À l’abbé Trave, futur cardinal
(comme l’indique son nom).


Un groupe de patriotes français vient d’avoir une idée à la fois touchante et ingénieuse : celle de faire inaugurer l’Exposition de 1900 par le tsar de toutes les Russies.

Pour cela, le sympathique autocrate du Nord n’aura pas besoin de quitter Pétersbourg.

Un simple bouton électrique qu’il pousserait, et, crac ! voilà notre Exposition inaugurée.

Émile Gautier, dans un récent numéro du Figaro, s’est longuement étendu sur cette glorieuse proposition, en a décrit les divers développements et, finalement, a émis des doutes sur la réalisation possible de cette superbe entreprise, à cause, dit-il, du peu d’intensité des courants arrivant de si loin.

L’électricité permet de faire des coups de Bourse à distance, elle ne permet pas d’en tirer un de canon.

Il y a encore bien des progrès à exécuter dans cette branche.

Alors, moi, qui ne suis pas un patriote, mais un être profondément religieux, j’ai eu aussi ma petite idée, une idée dont je suis assez content, ma foi !

C’est de faire inaugurer l’Exposition de 1900 par notre Saint-Père le Pape.

La faire inaugurer et la faire bénir du même coup ! (C’est le même prix.)

Dans ma combinaison, le Souverain Pontife ne serait pas forcé de quitter son vieux Vatican. On relierait ce palais au Champ-de-Mars par un courant électrique d’une certaine intensité.

Mon projet se complique de plusieurs annexes : d’abord, un vaste bénitier de 34,000 mètres cubes, placé au centre de l’Exposition.

Le plus vaste bénitier du monde !

Ce bénitier serait constamment rempli d’une eau que Sa Sainteté consentirait certainement à bénir Elle-même, téléphoniquement.

(On est arrivé à construire de téléphones qui transmettent la bénédiction, l’extrême-onction, etc., etc., le tout avec un déchet insignifiant.)

Le jour de l’inauguration, à l’heure dite, le successeur de saint Pierre appuiera sur un petit bouton électrique. Les courants déchaînés par le saint doigt actionneront d’énormes pompes aspirantes et foulantes qui projetteront en l’air, avec une vigueur surhumaine, l’eau du sacré réceptacle (préalablement bénite).

Et cette eau retombera en pluie bienfaisante sur toute la surface de le Paris-Exhibition.

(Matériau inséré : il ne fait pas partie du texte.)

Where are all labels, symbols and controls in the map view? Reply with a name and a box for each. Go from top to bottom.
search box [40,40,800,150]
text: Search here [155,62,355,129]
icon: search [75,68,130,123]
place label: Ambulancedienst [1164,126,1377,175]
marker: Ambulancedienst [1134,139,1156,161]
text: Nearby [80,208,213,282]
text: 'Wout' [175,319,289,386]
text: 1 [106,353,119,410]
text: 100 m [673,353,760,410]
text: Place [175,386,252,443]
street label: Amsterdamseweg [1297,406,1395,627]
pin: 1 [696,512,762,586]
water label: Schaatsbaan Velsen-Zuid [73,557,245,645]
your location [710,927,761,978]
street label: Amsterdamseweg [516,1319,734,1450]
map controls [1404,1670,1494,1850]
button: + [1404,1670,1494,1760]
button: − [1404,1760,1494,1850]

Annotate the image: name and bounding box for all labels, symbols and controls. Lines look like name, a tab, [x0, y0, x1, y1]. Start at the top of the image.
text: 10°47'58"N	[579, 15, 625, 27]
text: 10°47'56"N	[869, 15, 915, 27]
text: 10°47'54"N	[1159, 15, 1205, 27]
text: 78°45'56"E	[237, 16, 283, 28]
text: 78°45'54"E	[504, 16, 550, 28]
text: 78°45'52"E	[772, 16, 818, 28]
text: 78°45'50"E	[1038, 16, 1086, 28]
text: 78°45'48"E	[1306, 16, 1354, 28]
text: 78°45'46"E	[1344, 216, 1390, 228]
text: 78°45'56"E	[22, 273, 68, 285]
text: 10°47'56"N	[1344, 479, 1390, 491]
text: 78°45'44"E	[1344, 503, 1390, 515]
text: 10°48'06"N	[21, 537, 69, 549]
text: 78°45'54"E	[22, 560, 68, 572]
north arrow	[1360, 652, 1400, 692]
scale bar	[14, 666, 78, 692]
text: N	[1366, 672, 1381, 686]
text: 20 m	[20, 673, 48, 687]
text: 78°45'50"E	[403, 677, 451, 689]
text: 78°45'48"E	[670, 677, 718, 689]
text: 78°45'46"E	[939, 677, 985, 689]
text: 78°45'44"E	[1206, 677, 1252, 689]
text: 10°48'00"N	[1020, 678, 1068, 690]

Pendant ce temps, le téléphone, aidé de puissants microphones et de fantastiques porte-voix, redira les paroles rituelles venant de Rome, paroles saintes sans lesquelles nulle entreprise des hommes ne saurait prospérer.

Avouez que ce spectacle ne serait pas banal !

On dit que la foi disparaît des âmes françaises. Évidemment, elle disparaît, mais pourquoi ? Parce qu’on ne fait rien pour l’y retenir.

Il faut, bon gré mal gré, que la Religion se décide à faire comme les autres branches de l’industrie, qu’elle entre dans le mouvement !

Les affaires d’autrefois ne se faisaient pas comme celles de maintenant.

Aujourd’hui, impossible de rester debout sans ces deux béquilles : la Science, la Publicité.

Pour ce qui est de la Publicité, ça va bien, l’Église en joue comme une vieille virtuose. Mais la Science, ah dame ! La Science, il y a encore bien à faire dans cet ordre d’idées ! L’Exposition de 1900 est pour le catholicisme une occasion qui ne se représentera jamais !

Le comprendra-t-on à Rome ?

Reste la question des frais.

Un bénitier de 34,000 mètres cubes, l’installation électrique entre le Vatican et le Champ-de-Mars, les pompes aspirantes et foulantes, etc., etc., tout cela coûtera les yeux de la tête, m’objectait dernièrement Monseigneur d’Hulst.

Certes, on n’a rien pour rien ; mais qui empêche de couvrir les dépenses de cette entreprise et, au besoin, d’en tirer quelque profit au bénéfice du denier de saint Pierre ?

Un projet entre mille :

Vous connaissez ces petits appareils de distribution automatique qui vous remettent un objet quelconque contre le décime que vous insérez dans la fente ad hoc ?

Vous connaissez aussi, sans doute, ceux de ces appareils qui vous projettent à la face un peu de parfum pulvérisé ?

Vous les connaissez ? Bon !

Eh bien, pourquoi ne pas parsemer l’Exposition de 1900 d’appareils automatiques distribuant, pour deux sous, un peu d’eau bénite ?

De l’eau bénie par le pape lui-même, ça n’est pas de la petite bière, dites donc, mes amis !

Il faudrait véritablement ne pas avoir deux sous dans sa poche ou posséder un parti-pris farouche d’irréligion pour se refuser ce petit avantage.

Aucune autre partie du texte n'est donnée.